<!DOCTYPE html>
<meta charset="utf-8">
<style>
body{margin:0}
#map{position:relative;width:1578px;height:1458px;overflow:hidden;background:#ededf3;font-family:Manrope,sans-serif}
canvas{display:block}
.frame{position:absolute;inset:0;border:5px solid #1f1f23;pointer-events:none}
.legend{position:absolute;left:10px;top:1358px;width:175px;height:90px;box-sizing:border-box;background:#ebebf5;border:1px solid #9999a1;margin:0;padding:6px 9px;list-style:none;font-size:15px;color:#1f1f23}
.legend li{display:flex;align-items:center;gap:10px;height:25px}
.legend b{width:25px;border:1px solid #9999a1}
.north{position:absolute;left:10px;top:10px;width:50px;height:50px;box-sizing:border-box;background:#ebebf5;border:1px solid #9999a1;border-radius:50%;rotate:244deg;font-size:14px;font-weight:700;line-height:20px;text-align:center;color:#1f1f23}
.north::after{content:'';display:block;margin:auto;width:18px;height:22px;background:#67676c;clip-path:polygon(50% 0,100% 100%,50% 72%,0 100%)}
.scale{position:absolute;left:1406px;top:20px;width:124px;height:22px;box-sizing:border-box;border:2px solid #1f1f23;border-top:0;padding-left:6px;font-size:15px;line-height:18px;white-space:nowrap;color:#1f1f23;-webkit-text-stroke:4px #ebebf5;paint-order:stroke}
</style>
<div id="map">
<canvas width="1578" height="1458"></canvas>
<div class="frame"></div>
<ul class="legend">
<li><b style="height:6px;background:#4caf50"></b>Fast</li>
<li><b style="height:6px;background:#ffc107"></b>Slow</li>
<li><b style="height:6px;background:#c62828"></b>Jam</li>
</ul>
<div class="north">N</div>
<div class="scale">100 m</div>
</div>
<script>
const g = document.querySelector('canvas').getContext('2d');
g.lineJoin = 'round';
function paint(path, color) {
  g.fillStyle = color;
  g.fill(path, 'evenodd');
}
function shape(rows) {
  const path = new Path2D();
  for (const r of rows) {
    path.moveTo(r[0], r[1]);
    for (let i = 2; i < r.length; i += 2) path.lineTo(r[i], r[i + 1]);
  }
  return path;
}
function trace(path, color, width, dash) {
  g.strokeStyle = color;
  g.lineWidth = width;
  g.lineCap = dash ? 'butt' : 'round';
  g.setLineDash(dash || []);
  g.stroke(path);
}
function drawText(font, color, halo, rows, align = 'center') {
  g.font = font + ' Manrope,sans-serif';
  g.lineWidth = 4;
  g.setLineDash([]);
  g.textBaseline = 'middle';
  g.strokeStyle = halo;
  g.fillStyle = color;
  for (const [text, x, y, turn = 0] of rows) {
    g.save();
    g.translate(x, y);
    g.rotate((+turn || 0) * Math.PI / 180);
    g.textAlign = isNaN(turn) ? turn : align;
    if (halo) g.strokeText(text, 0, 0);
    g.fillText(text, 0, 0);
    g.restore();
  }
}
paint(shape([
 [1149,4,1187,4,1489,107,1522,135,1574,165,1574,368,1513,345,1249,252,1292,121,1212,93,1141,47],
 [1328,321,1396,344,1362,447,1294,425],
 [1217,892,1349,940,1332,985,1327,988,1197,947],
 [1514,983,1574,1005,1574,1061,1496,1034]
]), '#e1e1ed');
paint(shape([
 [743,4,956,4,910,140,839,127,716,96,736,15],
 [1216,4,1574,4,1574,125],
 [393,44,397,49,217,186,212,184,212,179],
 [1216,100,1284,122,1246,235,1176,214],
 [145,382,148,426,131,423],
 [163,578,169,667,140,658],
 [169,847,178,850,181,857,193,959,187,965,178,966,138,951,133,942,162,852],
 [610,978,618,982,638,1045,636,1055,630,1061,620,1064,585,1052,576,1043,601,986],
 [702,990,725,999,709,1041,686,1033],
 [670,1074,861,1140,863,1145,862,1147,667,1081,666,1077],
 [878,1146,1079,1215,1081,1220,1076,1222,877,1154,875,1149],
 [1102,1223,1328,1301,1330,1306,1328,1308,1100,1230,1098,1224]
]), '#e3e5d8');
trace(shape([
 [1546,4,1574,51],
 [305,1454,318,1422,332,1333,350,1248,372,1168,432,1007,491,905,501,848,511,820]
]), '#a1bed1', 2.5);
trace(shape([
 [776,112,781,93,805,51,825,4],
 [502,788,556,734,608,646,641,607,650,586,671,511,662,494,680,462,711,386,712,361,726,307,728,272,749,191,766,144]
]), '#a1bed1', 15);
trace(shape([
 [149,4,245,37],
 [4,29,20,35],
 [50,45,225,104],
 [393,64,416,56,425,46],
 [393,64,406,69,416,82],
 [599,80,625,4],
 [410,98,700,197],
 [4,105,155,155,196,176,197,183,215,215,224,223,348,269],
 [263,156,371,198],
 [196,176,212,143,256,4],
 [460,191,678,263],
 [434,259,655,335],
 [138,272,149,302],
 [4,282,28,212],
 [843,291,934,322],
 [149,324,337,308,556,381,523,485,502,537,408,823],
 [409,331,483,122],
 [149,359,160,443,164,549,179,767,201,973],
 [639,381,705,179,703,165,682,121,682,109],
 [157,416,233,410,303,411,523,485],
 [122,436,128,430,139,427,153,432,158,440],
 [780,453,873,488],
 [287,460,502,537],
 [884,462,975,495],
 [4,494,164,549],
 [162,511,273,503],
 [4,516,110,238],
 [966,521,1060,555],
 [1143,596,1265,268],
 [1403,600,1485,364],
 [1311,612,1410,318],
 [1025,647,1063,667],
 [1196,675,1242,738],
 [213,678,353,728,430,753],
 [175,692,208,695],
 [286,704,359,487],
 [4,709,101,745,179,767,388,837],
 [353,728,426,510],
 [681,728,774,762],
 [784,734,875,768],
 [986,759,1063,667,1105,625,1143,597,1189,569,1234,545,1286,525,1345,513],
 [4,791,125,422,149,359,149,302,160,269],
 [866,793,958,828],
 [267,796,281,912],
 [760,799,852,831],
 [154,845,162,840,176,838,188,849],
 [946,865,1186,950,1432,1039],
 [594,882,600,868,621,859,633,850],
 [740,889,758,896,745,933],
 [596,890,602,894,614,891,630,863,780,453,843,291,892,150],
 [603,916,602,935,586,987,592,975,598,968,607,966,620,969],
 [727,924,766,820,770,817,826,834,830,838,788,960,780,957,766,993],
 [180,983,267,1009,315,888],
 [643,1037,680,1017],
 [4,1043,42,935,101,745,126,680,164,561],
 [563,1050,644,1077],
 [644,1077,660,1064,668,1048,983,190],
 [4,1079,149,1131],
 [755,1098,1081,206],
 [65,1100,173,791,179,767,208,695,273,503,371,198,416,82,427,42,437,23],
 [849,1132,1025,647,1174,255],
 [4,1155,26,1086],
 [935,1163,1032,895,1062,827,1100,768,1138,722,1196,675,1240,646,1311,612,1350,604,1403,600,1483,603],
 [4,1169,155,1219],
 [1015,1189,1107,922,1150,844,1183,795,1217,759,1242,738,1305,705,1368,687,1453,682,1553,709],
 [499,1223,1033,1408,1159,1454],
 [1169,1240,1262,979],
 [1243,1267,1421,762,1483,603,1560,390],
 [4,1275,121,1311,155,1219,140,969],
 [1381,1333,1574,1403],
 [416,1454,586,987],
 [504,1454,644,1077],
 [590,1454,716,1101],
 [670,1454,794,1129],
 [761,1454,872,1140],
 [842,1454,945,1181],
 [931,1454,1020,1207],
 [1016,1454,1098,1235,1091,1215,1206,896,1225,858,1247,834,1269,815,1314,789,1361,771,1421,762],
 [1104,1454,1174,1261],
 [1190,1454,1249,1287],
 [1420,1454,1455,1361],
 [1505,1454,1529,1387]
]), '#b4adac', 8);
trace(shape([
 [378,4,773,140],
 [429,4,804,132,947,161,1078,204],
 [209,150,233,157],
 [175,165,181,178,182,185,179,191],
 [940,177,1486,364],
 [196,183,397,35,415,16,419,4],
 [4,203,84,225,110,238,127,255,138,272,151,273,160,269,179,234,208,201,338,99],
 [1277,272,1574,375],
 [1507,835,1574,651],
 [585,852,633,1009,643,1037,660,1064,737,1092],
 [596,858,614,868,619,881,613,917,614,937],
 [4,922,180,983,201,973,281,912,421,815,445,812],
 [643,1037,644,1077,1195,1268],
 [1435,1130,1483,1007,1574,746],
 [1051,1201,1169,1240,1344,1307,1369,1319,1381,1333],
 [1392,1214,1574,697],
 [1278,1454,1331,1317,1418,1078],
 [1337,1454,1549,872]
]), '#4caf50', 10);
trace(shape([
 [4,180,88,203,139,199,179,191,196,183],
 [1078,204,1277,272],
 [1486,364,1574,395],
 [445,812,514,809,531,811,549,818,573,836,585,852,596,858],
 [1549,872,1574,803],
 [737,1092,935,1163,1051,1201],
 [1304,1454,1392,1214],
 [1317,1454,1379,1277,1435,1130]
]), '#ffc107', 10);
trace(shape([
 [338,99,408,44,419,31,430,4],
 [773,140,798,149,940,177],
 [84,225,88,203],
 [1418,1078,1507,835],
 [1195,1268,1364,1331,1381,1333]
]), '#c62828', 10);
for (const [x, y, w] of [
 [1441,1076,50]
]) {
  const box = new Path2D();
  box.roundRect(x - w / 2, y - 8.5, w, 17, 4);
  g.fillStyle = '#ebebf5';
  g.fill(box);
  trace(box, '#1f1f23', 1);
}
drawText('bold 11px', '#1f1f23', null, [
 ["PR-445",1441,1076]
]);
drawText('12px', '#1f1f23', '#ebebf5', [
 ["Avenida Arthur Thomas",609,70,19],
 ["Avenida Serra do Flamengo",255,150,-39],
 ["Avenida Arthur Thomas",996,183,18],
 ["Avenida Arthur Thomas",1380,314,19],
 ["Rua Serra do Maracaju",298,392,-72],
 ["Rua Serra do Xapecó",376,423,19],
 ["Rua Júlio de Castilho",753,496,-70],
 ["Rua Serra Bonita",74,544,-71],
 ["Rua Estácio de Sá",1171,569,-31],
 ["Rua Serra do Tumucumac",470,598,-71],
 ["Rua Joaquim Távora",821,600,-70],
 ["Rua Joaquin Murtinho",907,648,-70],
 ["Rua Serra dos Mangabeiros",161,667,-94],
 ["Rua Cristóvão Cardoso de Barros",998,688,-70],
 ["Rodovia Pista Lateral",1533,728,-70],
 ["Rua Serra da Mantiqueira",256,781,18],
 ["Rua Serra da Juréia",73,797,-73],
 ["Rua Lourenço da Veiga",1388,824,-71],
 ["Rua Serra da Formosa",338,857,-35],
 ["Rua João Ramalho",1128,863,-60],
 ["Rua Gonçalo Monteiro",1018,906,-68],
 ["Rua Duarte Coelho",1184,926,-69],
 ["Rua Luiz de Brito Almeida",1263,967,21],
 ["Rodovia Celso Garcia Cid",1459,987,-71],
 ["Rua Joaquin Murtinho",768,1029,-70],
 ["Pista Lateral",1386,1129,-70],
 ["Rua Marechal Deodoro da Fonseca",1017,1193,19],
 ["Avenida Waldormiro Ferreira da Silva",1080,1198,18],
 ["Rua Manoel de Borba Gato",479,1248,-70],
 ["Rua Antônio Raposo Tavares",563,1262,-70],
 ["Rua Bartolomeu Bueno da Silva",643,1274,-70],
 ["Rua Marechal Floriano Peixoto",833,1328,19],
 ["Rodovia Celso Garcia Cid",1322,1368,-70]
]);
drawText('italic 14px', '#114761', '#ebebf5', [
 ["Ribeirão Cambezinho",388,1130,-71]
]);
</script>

--- Your goal ---
Pull every line containing the string "serif" out of the data above and copy it.

--- Response for this exercise ---
#map{position:relative;width:1578px;height:1458px;overflow:hidden;background:#ededf3;font-family:Manrope,sans-serif}
  g.font = font + ' Manrope,sans-serif';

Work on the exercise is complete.